What you should do: Filter out all lines without the word "list" from the data below, please, and copy the rest.

Provided data:
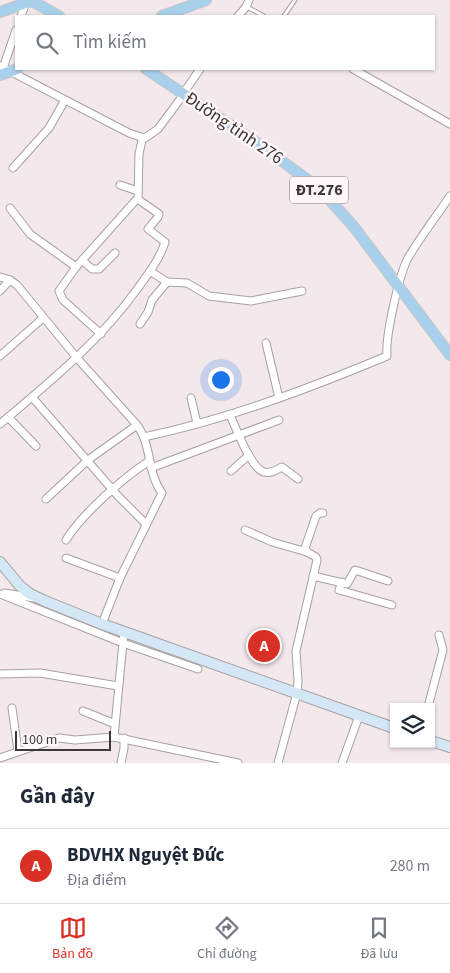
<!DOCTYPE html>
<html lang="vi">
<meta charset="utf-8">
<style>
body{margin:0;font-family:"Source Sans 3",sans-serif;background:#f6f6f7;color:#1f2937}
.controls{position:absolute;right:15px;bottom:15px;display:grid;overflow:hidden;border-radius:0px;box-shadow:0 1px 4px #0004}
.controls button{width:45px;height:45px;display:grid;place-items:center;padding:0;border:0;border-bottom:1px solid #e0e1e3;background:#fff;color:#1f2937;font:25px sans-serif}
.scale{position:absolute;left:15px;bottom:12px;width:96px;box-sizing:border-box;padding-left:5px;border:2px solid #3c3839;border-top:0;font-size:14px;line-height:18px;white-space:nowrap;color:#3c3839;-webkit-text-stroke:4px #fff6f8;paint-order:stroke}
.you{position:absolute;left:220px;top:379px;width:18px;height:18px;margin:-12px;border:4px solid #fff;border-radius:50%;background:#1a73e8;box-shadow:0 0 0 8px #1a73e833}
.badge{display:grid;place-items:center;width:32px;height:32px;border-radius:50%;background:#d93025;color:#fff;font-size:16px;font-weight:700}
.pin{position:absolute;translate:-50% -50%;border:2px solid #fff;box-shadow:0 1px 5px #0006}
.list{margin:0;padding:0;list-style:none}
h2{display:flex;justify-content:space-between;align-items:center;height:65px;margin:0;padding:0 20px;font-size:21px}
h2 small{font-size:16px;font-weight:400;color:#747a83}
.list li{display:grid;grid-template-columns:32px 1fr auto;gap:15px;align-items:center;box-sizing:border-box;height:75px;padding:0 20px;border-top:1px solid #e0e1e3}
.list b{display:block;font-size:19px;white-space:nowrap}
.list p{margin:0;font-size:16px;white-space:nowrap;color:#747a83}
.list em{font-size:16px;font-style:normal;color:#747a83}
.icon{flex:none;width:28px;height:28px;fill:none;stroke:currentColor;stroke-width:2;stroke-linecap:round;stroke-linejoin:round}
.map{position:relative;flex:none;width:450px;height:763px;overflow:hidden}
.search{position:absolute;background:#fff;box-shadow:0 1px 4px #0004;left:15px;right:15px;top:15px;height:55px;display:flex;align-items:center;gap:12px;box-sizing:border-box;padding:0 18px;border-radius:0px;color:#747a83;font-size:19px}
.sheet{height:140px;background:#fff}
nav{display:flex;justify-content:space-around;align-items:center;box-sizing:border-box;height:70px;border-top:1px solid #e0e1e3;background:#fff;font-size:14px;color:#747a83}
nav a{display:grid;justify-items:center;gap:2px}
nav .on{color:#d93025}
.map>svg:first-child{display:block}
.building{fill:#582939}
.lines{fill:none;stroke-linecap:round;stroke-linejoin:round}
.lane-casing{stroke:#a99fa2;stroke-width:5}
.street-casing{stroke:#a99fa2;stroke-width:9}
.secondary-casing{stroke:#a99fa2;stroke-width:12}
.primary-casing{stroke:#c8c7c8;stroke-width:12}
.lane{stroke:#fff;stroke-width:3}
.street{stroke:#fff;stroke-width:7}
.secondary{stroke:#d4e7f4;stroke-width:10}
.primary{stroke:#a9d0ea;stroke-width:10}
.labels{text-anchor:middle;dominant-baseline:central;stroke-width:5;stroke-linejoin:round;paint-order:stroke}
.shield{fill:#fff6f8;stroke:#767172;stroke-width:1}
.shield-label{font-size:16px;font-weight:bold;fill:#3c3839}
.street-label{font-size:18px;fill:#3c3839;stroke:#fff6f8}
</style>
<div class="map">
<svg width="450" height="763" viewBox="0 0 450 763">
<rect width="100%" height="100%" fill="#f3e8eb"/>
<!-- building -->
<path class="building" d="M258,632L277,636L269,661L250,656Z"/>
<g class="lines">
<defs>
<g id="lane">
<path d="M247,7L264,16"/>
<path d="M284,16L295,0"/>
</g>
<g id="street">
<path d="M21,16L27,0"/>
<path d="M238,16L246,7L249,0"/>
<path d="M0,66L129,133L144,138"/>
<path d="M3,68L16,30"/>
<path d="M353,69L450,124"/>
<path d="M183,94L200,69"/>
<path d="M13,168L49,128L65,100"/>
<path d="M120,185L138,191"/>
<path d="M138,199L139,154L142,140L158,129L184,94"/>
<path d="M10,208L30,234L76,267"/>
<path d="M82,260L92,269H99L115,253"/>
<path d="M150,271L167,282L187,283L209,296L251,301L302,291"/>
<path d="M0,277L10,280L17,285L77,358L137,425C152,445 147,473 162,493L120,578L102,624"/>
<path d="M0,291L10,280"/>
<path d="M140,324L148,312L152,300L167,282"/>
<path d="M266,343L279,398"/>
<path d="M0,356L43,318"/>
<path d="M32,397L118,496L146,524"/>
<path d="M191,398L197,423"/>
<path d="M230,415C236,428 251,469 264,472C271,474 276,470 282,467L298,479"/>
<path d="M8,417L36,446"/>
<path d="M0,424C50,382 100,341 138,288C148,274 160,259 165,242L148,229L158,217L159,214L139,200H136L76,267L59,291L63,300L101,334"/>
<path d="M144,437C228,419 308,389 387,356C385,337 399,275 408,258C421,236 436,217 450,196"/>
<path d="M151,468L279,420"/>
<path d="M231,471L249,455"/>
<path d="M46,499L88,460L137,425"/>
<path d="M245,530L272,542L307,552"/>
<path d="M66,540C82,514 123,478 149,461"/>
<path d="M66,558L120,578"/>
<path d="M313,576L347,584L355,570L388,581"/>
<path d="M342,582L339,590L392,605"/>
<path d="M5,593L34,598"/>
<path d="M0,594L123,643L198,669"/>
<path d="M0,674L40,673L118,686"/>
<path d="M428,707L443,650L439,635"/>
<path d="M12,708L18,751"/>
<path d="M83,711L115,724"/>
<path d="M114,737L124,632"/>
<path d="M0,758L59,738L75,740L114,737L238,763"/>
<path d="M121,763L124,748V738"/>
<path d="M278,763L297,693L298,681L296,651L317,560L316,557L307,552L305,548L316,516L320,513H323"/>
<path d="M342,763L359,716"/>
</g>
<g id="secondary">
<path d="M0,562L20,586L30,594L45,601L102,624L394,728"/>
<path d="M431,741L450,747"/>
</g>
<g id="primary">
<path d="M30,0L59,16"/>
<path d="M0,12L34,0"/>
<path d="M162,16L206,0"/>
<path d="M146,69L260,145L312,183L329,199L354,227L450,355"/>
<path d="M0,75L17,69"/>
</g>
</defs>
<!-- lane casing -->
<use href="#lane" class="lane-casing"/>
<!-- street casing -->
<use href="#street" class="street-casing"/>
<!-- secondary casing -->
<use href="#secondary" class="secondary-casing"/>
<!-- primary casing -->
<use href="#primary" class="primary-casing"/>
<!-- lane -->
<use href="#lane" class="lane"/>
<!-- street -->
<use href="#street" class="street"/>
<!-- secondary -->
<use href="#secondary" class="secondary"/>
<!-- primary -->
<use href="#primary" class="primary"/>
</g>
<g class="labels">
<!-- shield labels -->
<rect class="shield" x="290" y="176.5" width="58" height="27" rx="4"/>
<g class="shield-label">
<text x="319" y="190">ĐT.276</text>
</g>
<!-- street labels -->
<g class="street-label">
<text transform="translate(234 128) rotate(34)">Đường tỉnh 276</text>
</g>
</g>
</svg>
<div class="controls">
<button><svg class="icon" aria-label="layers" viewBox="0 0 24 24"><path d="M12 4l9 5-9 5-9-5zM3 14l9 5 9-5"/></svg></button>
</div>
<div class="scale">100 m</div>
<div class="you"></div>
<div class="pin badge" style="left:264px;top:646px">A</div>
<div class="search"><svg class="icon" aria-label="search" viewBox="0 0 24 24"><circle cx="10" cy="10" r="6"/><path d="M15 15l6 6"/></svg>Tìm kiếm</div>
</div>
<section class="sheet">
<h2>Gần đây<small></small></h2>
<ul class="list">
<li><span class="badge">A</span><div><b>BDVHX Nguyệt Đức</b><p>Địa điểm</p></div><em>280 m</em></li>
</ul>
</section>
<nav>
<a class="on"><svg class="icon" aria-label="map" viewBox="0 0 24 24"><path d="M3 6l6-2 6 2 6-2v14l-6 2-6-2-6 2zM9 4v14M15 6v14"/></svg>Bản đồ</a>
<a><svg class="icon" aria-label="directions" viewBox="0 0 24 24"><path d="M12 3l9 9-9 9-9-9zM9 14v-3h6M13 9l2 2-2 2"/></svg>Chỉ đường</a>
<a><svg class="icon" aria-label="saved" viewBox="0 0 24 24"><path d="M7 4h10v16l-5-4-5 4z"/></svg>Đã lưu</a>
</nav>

Output for this task:
.list{margin:0;padding:0;list-style:none}
.list li{display:grid;grid-template-columns:32px 1fr auto;gap:15px;align-items:center;box-sizing:border-box;height:75px;padding:0 20px;border-top:1px solid #e0e1e3}
.list b{display:block;font-size:19px;white-space:nowrap}
.list p{margin:0;font-size:16px;white-space:nowrap;color:#747a83}
.list em{font-size:16px;font-style:normal;color:#747a83}
<ul class="list">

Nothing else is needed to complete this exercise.